About this exercise » All of the data below is to be repeated exactly, except for the pictures.

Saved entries
*** Begin section ***

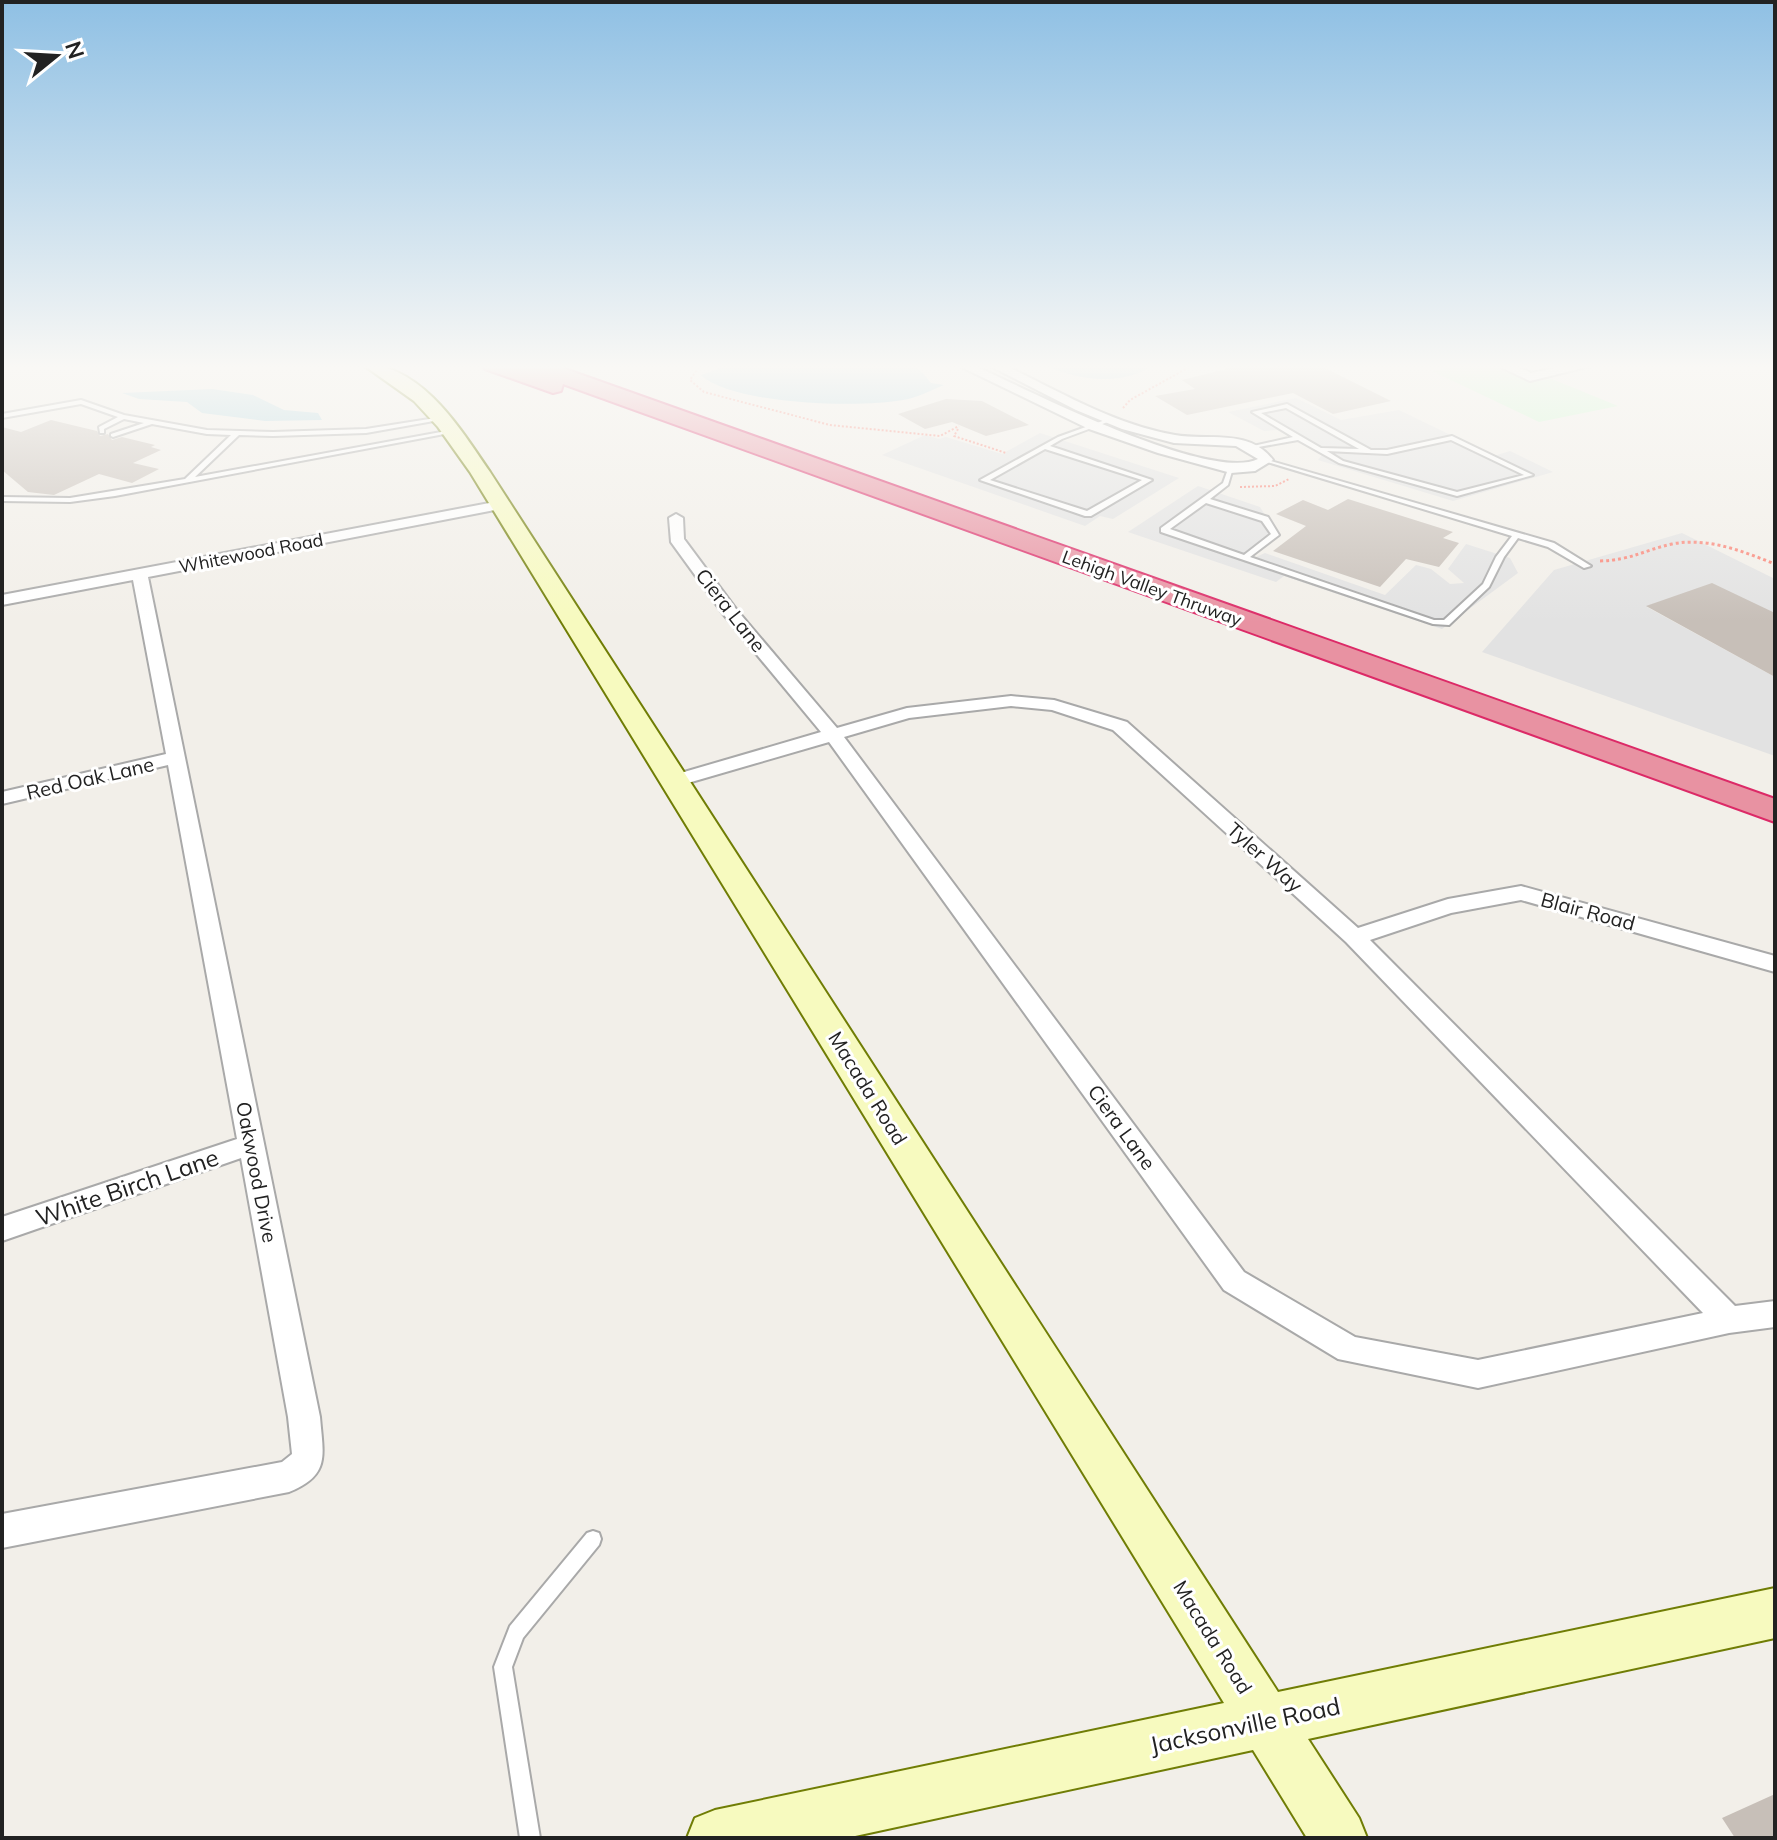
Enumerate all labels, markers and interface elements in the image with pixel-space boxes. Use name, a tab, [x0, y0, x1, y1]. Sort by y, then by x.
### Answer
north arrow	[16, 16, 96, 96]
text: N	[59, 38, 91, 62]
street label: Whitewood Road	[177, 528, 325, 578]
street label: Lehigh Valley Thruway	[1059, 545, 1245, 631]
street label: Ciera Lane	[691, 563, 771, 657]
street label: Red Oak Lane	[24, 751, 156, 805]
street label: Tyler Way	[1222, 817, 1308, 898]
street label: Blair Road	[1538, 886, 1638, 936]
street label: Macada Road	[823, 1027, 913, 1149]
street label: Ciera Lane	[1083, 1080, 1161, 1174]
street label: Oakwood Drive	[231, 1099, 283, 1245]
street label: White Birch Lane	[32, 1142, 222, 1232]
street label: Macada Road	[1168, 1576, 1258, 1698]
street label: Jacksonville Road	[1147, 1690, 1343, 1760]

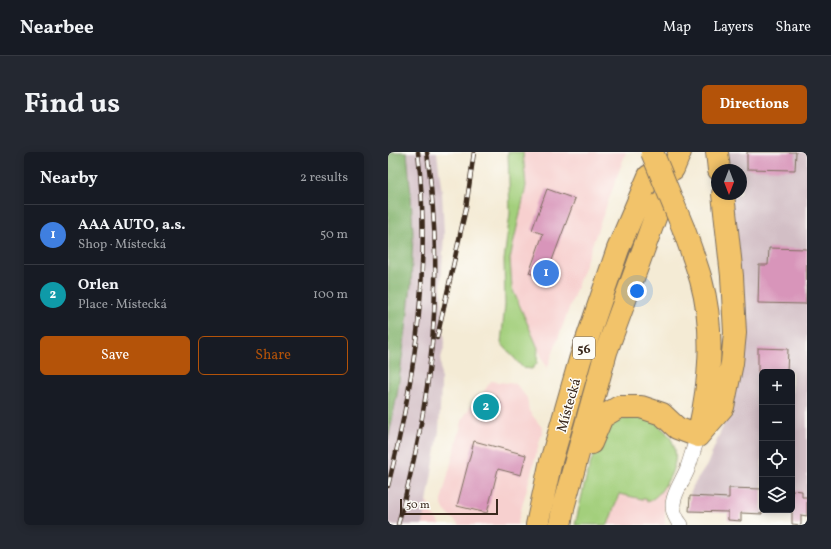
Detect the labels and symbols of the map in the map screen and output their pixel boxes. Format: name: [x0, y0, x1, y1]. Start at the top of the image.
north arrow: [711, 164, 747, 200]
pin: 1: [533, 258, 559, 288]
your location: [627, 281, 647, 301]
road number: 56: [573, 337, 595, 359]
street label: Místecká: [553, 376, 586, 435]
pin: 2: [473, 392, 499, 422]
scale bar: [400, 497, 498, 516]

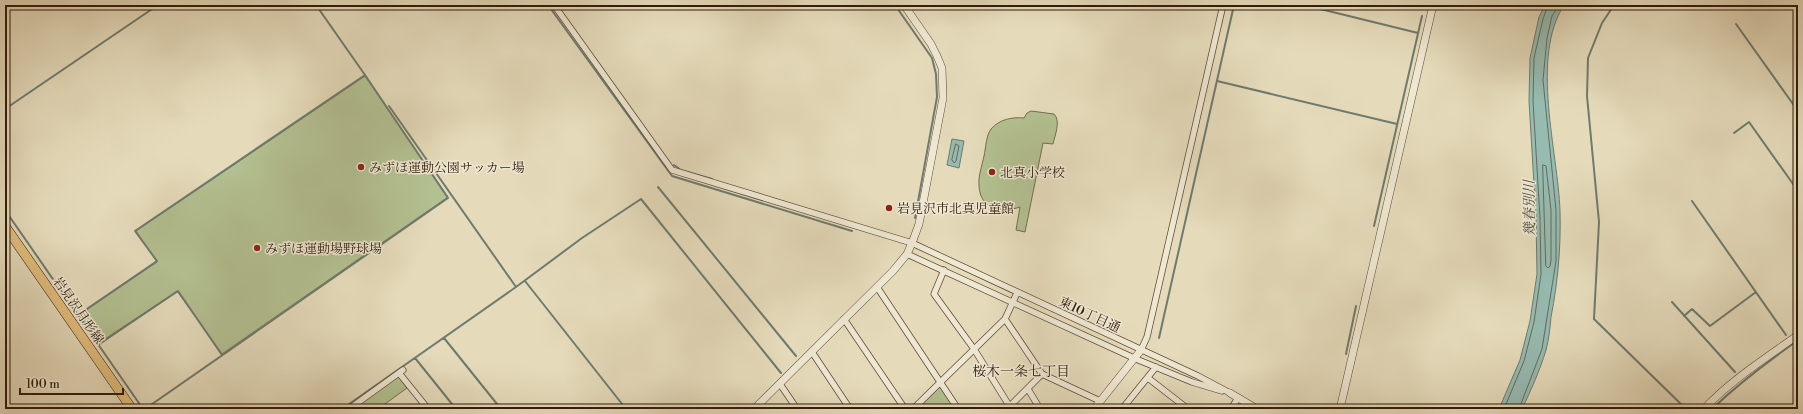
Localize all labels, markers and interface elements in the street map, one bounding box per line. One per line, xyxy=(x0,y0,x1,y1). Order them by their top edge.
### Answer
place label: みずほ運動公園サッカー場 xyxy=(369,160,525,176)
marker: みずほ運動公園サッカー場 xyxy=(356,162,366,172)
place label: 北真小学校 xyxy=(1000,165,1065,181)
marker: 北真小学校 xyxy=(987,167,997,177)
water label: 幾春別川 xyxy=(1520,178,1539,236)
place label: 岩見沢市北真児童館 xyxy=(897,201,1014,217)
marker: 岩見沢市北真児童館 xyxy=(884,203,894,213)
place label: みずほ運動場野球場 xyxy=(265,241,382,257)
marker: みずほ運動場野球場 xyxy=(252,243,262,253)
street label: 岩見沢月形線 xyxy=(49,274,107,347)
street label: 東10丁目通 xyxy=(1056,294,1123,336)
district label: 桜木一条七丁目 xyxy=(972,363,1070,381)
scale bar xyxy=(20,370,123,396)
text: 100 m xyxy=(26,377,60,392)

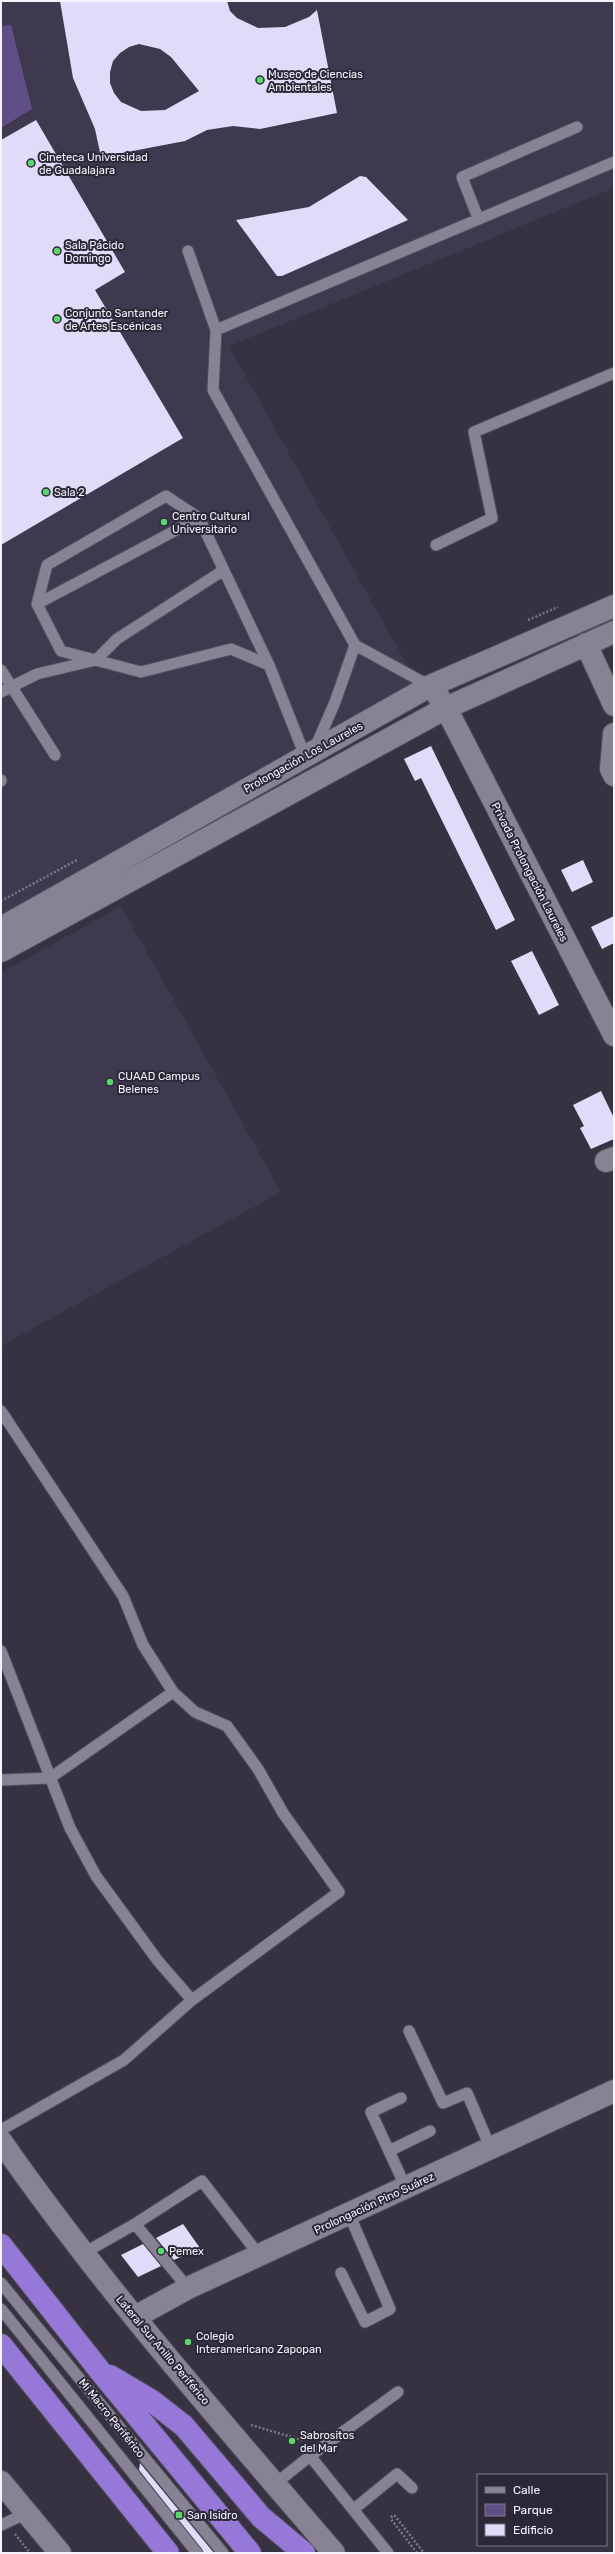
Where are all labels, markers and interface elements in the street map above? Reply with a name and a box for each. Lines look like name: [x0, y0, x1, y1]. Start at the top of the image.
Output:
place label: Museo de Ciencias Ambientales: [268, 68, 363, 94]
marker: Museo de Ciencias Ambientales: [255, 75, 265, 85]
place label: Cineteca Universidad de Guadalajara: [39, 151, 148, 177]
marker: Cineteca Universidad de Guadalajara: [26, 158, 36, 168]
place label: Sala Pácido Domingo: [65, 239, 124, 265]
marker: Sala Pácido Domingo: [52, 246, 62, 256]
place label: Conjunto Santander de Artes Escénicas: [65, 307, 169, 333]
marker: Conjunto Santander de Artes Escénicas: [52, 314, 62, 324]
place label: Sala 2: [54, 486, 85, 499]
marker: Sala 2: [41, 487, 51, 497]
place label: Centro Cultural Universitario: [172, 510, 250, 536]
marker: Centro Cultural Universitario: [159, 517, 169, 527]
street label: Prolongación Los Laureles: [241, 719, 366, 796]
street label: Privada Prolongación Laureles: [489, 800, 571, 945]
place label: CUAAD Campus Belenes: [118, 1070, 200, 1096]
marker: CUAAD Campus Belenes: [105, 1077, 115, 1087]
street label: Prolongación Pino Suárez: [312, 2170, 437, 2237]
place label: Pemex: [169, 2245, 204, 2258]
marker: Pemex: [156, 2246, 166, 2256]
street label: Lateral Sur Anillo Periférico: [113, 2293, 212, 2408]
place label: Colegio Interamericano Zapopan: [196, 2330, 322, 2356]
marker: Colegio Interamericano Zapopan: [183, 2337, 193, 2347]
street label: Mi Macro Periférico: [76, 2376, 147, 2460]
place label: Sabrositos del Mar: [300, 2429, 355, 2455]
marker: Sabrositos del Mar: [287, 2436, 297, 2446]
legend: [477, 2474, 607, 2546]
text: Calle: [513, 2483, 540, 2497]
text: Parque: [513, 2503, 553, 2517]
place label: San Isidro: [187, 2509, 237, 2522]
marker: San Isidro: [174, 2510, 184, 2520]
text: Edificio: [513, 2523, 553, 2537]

*** End section ***

Problem solution »
Enumerate all labels, markers and interface elements in the image with pixel-space boxes. Use name, a tab, [x0, y0, x1, y1]. Sort by y, then by x.
### Answer
north arrow	[16, 16, 96, 96]
text: N	[59, 38, 91, 62]
street label: Whitewood Road	[177, 528, 325, 578]
street label: Lehigh Valley Thruway	[1059, 545, 1245, 631]
street label: Ciera Lane	[691, 563, 771, 657]
street label: Red Oak Lane	[24, 751, 156, 805]
street label: Tyler Way	[1222, 817, 1308, 898]
street label: Blair Road	[1538, 886, 1638, 936]
street label: Macada Road	[823, 1027, 913, 1149]
street label: Ciera Lane	[1083, 1080, 1161, 1174]
street label: Oakwood Drive	[231, 1099, 283, 1245]
street label: White Birch Lane	[32, 1142, 222, 1232]
street label: Macada Road	[1168, 1576, 1258, 1698]
street label: Jacksonville Road	[1147, 1690, 1343, 1760]

Detect the labels and symbols of the map in the map screen and output their pixel boxes. Format: name: [x0, y0, x1, y1]. Start at the top of the image.
north arrow: [711, 164, 747, 200]
pin: 1: [533, 258, 559, 288]
your location: [627, 281, 647, 301]
road number: 56: [573, 337, 595, 359]
street label: Místecká: [553, 376, 586, 435]
pin: 2: [473, 392, 499, 422]
scale bar: [400, 497, 498, 516]

Localize all labels, markers and interface elements in the street map, one bounding box per line. One per line, xyxy=(x0,y0,x1,y1). Order them by their top edge.
### Answer
place label: みずほ運動公園サッカー場 xyxy=(369,160,525,176)
marker: みずほ運動公園サッカー場 xyxy=(356,162,366,172)
place label: 北真小学校 xyxy=(1000,165,1065,181)
marker: 北真小学校 xyxy=(987,167,997,177)
water label: 幾春別川 xyxy=(1520,178,1539,236)
place label: 岩見沢市北真児童館 xyxy=(897,201,1014,217)
marker: 岩見沢市北真児童館 xyxy=(884,203,894,213)
place label: みずほ運動場野球場 xyxy=(265,241,382,257)
marker: みずほ運動場野球場 xyxy=(252,243,262,253)
street label: 岩見沢月形線 xyxy=(49,274,107,347)
street label: 東10丁目通 xyxy=(1056,294,1123,336)
district label: 桜木一条七丁目 xyxy=(972,363,1070,381)
scale bar xyxy=(20,370,123,396)
text: 100 m xyxy=(26,377,60,392)

Where are all labels, markers and interface elements in the street map above? Reply with a name and a box for each. Lines look like name: [x0, y0, x1, y1]. Start at the top of the image.
Output:
place label: Museo de Ciencias Ambientales: [268, 68, 363, 94]
marker: Museo de Ciencias Ambientales: [255, 75, 265, 85]
place label: Cineteca Universidad de Guadalajara: [39, 151, 148, 177]
marker: Cineteca Universidad de Guadalajara: [26, 158, 36, 168]
place label: Sala Pácido Domingo: [65, 239, 124, 265]
marker: Sala Pácido Domingo: [52, 246, 62, 256]
place label: Conjunto Santander de Artes Escénicas: [65, 307, 169, 333]
marker: Conjunto Santander de Artes Escénicas: [52, 314, 62, 324]
place label: Sala 2: [54, 486, 85, 499]
marker: Sala 2: [41, 487, 51, 497]
place label: Centro Cultural Universitario: [172, 510, 250, 536]
marker: Centro Cultural Universitario: [159, 517, 169, 527]
street label: Prolongación Los Laureles: [241, 719, 366, 796]
street label: Privada Prolongación Laureles: [489, 800, 571, 945]
place label: CUAAD Campus Belenes: [118, 1070, 200, 1096]
marker: CUAAD Campus Belenes: [105, 1077, 115, 1087]
street label: Prolongación Pino Suárez: [312, 2170, 437, 2237]
place label: Pemex: [169, 2245, 204, 2258]
marker: Pemex: [156, 2246, 166, 2256]
street label: Lateral Sur Anillo Periférico: [113, 2293, 212, 2408]
place label: Colegio Interamericano Zapopan: [196, 2330, 322, 2356]
marker: Colegio Interamericano Zapopan: [183, 2337, 193, 2347]
street label: Mi Macro Periférico: [76, 2376, 147, 2460]
place label: Sabrositos del Mar: [300, 2429, 355, 2455]
marker: Sabrositos del Mar: [287, 2436, 297, 2446]
legend: [477, 2474, 607, 2546]
text: Calle: [513, 2483, 540, 2497]
text: Parque: [513, 2503, 553, 2517]
place label: San Isidro: [187, 2509, 237, 2522]
marker: San Isidro: [174, 2510, 184, 2520]
text: Edificio: [513, 2523, 553, 2537]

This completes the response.